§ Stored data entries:
_____
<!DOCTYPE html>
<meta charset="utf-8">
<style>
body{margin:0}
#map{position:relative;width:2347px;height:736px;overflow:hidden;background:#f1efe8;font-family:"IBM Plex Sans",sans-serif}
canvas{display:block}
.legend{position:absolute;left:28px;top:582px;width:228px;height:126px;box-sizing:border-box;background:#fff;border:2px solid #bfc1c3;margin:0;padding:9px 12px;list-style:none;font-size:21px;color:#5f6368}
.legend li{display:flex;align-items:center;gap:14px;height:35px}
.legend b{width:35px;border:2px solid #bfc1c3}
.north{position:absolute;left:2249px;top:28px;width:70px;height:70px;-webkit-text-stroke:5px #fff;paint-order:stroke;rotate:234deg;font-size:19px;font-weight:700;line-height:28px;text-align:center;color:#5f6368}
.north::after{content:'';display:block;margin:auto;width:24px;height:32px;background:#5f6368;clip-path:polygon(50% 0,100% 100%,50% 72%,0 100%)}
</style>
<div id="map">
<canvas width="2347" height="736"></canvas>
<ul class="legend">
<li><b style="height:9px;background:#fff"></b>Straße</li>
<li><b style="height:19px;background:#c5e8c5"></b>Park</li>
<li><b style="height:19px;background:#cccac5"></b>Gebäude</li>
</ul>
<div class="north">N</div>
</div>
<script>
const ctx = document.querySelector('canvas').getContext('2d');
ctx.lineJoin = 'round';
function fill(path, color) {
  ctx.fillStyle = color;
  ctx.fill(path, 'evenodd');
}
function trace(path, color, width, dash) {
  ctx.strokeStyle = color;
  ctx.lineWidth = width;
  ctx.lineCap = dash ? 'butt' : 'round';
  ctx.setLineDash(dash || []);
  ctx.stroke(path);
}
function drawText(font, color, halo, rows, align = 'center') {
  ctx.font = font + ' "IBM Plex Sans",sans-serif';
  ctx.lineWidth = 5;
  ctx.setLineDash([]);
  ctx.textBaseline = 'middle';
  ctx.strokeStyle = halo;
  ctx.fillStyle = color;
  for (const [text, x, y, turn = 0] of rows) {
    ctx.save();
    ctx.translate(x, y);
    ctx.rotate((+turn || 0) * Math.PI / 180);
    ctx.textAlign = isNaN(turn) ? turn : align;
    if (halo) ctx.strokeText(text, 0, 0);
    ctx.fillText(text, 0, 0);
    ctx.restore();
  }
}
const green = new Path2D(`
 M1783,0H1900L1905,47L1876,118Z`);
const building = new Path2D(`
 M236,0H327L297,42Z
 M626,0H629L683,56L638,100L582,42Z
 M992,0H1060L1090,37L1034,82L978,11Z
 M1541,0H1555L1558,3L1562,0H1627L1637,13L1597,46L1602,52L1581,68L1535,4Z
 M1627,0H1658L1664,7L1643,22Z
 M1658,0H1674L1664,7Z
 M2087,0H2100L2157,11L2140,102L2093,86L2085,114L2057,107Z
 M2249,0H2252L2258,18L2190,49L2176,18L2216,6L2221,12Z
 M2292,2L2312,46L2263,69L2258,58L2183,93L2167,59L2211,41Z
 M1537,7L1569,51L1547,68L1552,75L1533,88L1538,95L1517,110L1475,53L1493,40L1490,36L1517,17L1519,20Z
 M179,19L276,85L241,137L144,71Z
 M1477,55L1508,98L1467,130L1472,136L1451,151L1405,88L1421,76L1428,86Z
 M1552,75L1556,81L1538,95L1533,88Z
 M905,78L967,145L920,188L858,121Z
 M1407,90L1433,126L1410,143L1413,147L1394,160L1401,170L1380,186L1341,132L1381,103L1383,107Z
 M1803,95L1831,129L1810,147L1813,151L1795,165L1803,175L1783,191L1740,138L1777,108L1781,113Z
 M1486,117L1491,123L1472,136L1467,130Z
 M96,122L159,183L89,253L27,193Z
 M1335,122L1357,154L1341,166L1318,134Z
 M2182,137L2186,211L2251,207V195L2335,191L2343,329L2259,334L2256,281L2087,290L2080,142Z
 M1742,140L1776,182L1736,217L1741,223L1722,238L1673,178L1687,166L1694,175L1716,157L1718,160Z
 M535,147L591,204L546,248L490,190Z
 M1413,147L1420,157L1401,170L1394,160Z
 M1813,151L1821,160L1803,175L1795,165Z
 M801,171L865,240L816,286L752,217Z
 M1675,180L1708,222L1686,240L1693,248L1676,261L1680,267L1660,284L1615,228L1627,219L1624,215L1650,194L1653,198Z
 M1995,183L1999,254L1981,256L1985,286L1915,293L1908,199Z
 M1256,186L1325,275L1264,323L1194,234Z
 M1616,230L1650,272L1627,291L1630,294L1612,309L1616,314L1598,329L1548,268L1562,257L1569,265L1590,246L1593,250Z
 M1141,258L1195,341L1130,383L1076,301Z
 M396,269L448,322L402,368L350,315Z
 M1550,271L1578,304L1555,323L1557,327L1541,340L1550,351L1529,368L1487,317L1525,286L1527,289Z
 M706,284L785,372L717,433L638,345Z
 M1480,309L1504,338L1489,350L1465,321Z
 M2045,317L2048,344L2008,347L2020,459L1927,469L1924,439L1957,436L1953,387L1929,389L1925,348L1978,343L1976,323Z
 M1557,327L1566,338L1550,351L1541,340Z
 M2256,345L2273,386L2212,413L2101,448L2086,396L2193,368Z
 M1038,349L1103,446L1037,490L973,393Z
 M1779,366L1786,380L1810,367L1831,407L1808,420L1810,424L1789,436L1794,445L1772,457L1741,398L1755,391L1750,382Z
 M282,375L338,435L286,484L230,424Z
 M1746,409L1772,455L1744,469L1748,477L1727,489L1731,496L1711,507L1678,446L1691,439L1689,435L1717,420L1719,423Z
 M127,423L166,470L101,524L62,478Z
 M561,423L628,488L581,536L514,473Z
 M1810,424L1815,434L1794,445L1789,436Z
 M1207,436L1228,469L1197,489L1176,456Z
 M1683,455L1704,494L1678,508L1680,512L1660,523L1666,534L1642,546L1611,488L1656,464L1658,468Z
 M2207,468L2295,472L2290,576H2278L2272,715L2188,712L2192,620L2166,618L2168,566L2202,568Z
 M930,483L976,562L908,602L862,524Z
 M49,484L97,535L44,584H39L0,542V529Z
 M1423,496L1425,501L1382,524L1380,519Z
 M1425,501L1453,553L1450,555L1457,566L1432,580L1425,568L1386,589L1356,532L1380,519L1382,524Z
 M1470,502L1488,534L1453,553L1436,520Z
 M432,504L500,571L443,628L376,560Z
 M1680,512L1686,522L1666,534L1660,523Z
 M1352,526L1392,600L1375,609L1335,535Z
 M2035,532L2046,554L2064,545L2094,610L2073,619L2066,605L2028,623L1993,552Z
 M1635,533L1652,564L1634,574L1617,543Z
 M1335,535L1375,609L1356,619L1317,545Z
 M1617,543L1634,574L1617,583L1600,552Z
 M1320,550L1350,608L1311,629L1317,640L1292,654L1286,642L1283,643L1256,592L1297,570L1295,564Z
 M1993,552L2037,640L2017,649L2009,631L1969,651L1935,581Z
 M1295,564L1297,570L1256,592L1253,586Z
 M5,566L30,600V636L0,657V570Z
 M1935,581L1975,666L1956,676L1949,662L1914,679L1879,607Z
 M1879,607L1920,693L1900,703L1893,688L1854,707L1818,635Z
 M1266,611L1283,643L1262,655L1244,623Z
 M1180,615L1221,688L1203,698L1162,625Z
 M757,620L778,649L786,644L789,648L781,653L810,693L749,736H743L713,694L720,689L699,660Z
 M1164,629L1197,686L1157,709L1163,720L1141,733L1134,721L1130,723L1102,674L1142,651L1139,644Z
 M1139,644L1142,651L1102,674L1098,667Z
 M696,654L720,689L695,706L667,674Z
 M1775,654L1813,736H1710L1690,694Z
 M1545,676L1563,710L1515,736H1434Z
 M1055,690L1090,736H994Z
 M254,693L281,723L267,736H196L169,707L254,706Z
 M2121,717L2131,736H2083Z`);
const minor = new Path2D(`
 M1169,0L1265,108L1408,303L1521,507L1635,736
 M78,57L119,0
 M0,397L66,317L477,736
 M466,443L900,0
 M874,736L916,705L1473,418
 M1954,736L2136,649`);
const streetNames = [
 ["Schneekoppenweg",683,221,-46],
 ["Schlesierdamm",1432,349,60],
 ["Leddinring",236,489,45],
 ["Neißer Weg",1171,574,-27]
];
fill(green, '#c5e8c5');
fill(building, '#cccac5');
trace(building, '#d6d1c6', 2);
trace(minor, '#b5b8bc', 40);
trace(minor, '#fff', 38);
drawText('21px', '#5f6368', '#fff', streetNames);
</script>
_____
§ TO DO: Scan the lines above for the word "rows". Return each one that has it.

§ TASK RESULT:
function drawText(font, color, halo, rows, align = 'center') {
  for (const [text, x, y, turn = 0] of rows) {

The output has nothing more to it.